• EXERCISE DIRECTIONS
Once you have read the listing, write it all out exactly.

**********

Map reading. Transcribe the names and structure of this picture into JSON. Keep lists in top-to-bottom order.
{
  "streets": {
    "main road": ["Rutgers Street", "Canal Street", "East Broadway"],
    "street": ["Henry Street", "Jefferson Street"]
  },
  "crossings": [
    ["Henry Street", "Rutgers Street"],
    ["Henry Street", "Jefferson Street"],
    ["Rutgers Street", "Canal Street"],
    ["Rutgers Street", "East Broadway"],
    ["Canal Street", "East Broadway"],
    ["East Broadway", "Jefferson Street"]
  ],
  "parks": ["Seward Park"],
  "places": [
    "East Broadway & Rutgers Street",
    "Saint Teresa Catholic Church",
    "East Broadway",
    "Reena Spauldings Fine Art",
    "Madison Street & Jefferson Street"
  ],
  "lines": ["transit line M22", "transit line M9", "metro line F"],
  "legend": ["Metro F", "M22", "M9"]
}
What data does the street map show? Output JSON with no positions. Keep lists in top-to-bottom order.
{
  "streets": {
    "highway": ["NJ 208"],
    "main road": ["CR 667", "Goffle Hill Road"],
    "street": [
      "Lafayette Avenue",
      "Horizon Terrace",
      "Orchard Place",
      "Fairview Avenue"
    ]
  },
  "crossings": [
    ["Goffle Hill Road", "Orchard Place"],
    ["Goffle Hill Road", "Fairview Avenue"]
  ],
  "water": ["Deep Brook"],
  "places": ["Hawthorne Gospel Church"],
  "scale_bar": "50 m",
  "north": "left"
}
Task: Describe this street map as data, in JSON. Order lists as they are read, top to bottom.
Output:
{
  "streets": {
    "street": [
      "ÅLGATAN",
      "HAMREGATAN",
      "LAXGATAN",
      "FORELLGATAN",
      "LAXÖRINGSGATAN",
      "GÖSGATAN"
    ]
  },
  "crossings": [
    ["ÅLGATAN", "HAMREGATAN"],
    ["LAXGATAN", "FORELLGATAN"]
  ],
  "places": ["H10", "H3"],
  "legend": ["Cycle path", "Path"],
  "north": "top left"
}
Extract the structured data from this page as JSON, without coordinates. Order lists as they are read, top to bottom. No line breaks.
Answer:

**********

• RESPONSE
Map reading. Transcribe the names and structure of this picture into JSON. Keep lists in top-to-bottom order.
{
  "streets": {
    "main road": ["Rutgers Street", "Canal Street", "East Broadway"],
    "street": ["Henry Street", "Jefferson Street"]
  },
  "crossings": [
    ["Henry Street", "Rutgers Street"],
    ["Henry Street", "Jefferson Street"],
    ["Rutgers Street", "Canal Street"],
    ["Rutgers Street", "East Broadway"],
    ["Canal Street", "East Broadway"],
    ["East Broadway", "Jefferson Street"]
  ],
  "parks": ["Seward Park"],
  "places": [
    "East Broadway & Rutgers Street",
    "Saint Teresa Catholic Church",
    "East Broadway",
    "Reena Spauldings Fine Art",
    "Madison Street & Jefferson Street"
  ],
  "lines": ["transit line M22", "transit line M9", "metro line F"],
  "legend": ["Metro F", "M22", "M9"]
}
What data does the street map show? Output JSON with no positions. Keep lists in top-to-bottom order.
{
  "streets": {
    "highway": ["NJ 208"],
    "main road": ["CR 667", "Goffle Hill Road"],
    "street": [
      "Lafayette Avenue",
      "Horizon Terrace",
      "Orchard Place",
      "Fairview Avenue"
    ]
  },
  "crossings": [
    ["Goffle Hill Road", "Orchard Place"],
    ["Goffle Hill Road", "Fairview Avenue"]
  ],
  "water": ["Deep Brook"],
  "places": ["Hawthorne Gospel Church"],
  "scale_bar": "50 m",
  "north": "left"
}
Task: Describe this street map as data, in JSON. Order lists as they are read, top to bottom.
Output:
{
  "streets": {
    "street": [
      "ÅLGATAN",
      "HAMREGATAN",
      "LAXGATAN",
      "FORELLGATAN",
      "LAXÖRINGSGATAN",
      "GÖSGATAN"
    ]
  },
  "crossings": [
    ["ÅLGATAN", "HAMREGATAN"],
    ["LAXGATAN", "FORELLGATAN"]
  ],
  "places": ["H10", "H3"],
  "legend": ["Cycle path", "Path"],
  "north": "top left"
}
Extract the structured data from this page as JSON, without coordinates. Order lists as they are read, top to bottom. No line breaks.
Answer:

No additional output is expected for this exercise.